We study $τ$-Bounded-Density Edge Deletion ($τ$-BDED), where given an undirected graph $G$, the task is to remove as few edges as possible to obtain a graph $G'$ where no subgraph of $G'$ has density more than $τ$. The density of a (sub)graph is the number of edges divided by the number of vertices. This problem was recently introduced and shown to be NP-hard for $τ\in \{2/3, 3/4, 1 + 1/25\}$, but polynomial-time solvable for $τ\in \{0,1/2,1\}$ [Bazgan et al., JCSS 2025]. We provide a complete dichotomy with respect to the target density $τ$: 1. If $2τ\in \mathbb{N}$ (half-integral target density) or $τ< 2/3$, then $τ$-BDED is polynomial-time solvable. 2. Otherwise, $τ$-BDED is NP-hard. We complement the NP-hardness with fixed-parameter tractability with respect to the treewidth of $G$. Moreover, for integral target density $τ\in \mathbb{N}$, we show $τ$-BDED to be solvable in randomized $O(m^{1 + o(1)})$ time. Our algorithmic results are based on a reduction to a new general flow problem on restricted networks that, depending on $τ$, can be solved via Maximum s-t-Flow or General Factors. We believe this connection between these variants of flow and matching to be of independent interest.

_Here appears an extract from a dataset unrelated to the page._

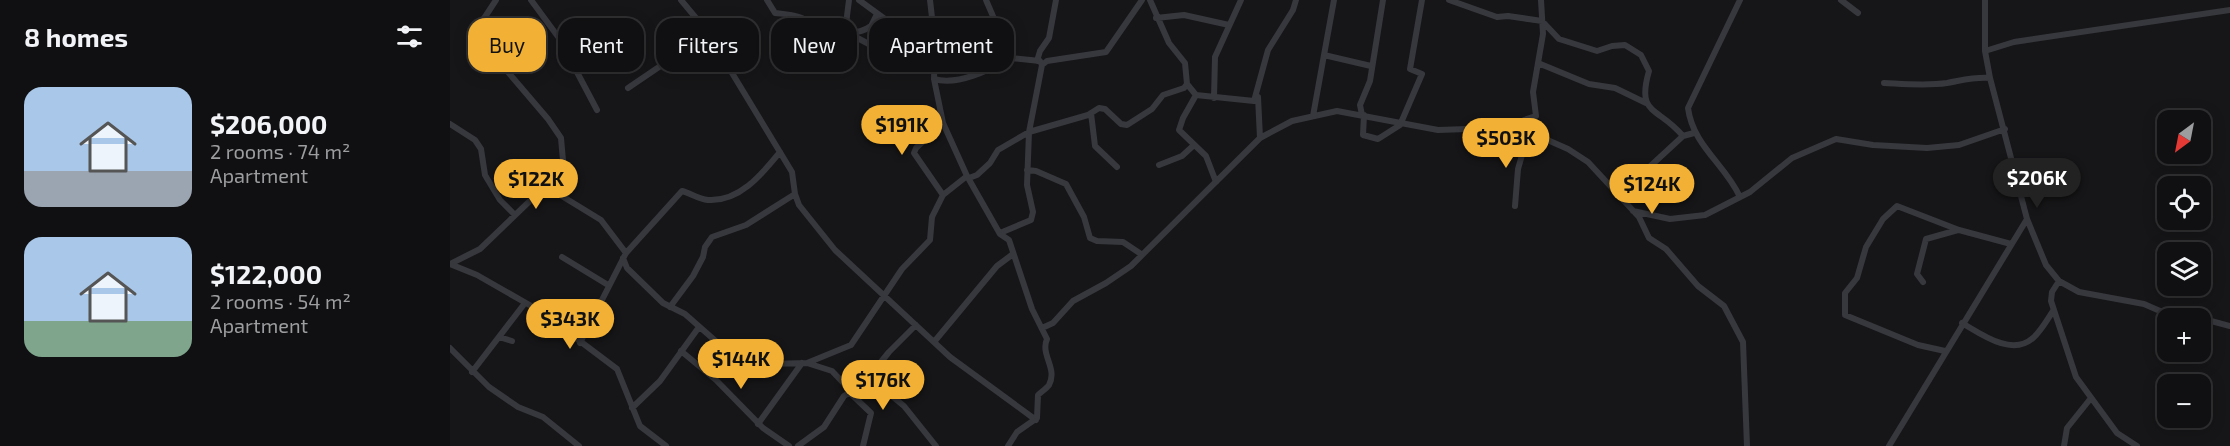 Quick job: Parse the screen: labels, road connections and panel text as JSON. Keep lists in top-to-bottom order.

翻译：我们研究τ-有界密度边删除问题（τ-BDED），其定义为：给定一个无向图G，目标是删除尽可能少的边，从而得到一个图G'，使得G'中不存在密度超过τ的子图。图（子图）的密度定义为边数与顶点数之比。该问题最近被提出，并已证明对于τ∈{2/3, 3/4, 1 + 1/25}是NP难的，但对于τ∈{0,1/2,1}可在多项式时间内求解[Bazgan等人，JCSS 2025]。我们针对目标密度τ给出了完整的二分性结果：1. 若2τ∈ℕ（半整目标密度）或τ<2/3，则τ-BDED可在多项式时间内求解。2. 否则，τ-BDED是NP难的。我们进一步通过关于图G树宽的固定参数可处理性补充了NP难性结果。此外，对于整目标密度τ∈ℕ，我们证明了τ-BDED可在随机O(m^{1 + o(1)})时间内求解。我们的算法结果基于对受限网络上一种新型通用流问题的归约，该问题根据τ的不同，可通过最大s-t流或通用因子方法求解。我们认为这些流与匹配变体之间的联系具有独立的研究价值。